Segment Start: GIVEN DATA

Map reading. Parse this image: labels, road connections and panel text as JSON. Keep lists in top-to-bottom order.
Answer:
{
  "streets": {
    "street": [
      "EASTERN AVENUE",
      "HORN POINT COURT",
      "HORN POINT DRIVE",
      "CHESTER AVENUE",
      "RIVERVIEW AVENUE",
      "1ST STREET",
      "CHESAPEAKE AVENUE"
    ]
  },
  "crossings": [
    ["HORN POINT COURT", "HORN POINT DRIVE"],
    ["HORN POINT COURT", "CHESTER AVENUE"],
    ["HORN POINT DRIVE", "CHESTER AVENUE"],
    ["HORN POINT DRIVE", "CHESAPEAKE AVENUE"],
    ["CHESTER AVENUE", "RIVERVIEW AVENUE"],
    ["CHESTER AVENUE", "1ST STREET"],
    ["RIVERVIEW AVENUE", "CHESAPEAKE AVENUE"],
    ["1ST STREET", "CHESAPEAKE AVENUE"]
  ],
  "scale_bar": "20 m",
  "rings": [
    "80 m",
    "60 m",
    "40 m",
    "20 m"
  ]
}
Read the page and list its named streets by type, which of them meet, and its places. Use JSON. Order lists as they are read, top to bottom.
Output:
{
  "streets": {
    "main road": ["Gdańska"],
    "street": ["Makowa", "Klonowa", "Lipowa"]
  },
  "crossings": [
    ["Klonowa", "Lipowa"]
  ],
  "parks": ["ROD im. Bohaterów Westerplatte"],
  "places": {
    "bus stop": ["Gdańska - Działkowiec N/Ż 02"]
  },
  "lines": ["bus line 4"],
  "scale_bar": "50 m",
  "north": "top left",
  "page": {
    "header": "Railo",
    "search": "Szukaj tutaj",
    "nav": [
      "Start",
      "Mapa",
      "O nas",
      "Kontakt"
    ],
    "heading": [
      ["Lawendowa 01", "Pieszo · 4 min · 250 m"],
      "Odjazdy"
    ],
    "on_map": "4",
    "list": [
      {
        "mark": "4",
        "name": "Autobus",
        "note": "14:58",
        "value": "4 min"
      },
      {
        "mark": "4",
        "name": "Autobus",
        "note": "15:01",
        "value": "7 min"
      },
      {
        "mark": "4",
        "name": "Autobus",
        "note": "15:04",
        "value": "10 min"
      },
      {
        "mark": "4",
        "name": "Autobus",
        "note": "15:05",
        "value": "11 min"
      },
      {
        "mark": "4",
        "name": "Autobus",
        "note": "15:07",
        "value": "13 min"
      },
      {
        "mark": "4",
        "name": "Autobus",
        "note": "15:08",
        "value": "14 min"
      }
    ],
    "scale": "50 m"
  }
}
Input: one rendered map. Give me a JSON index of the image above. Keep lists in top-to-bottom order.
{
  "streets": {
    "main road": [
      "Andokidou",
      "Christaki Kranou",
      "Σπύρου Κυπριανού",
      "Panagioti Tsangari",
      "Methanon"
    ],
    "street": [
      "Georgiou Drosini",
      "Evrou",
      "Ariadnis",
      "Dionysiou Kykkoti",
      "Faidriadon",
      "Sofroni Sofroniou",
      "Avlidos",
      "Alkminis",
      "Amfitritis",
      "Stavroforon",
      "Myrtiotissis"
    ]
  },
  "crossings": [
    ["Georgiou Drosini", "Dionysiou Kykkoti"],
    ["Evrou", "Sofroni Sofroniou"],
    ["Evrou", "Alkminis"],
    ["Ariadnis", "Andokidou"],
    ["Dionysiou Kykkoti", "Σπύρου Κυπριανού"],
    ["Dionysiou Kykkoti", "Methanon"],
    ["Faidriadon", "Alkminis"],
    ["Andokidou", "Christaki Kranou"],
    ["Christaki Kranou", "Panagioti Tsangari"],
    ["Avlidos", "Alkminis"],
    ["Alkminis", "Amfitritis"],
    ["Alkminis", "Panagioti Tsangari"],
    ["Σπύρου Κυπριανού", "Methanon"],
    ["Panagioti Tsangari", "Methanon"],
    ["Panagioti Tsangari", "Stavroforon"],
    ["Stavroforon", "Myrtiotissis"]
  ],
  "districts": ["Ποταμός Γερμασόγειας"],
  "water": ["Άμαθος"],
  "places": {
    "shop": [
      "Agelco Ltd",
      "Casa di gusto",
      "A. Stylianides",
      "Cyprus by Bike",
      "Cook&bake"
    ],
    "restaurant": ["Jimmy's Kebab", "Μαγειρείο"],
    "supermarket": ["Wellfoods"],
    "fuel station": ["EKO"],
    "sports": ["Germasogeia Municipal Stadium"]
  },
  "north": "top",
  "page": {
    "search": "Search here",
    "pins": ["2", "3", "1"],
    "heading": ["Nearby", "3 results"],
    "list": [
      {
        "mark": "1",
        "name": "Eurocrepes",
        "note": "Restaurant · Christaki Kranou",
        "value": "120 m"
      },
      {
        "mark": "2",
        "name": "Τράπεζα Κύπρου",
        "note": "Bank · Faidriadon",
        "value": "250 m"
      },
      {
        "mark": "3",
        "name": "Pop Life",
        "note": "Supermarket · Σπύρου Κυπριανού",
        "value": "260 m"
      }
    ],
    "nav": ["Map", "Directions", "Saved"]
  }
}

Segment End: GIVEN DATA

Check each line of the material above for the word "CHESTER", then state how many lines hold it. Only the number.

• SOLUTION FOR THIS PROBLEM: 5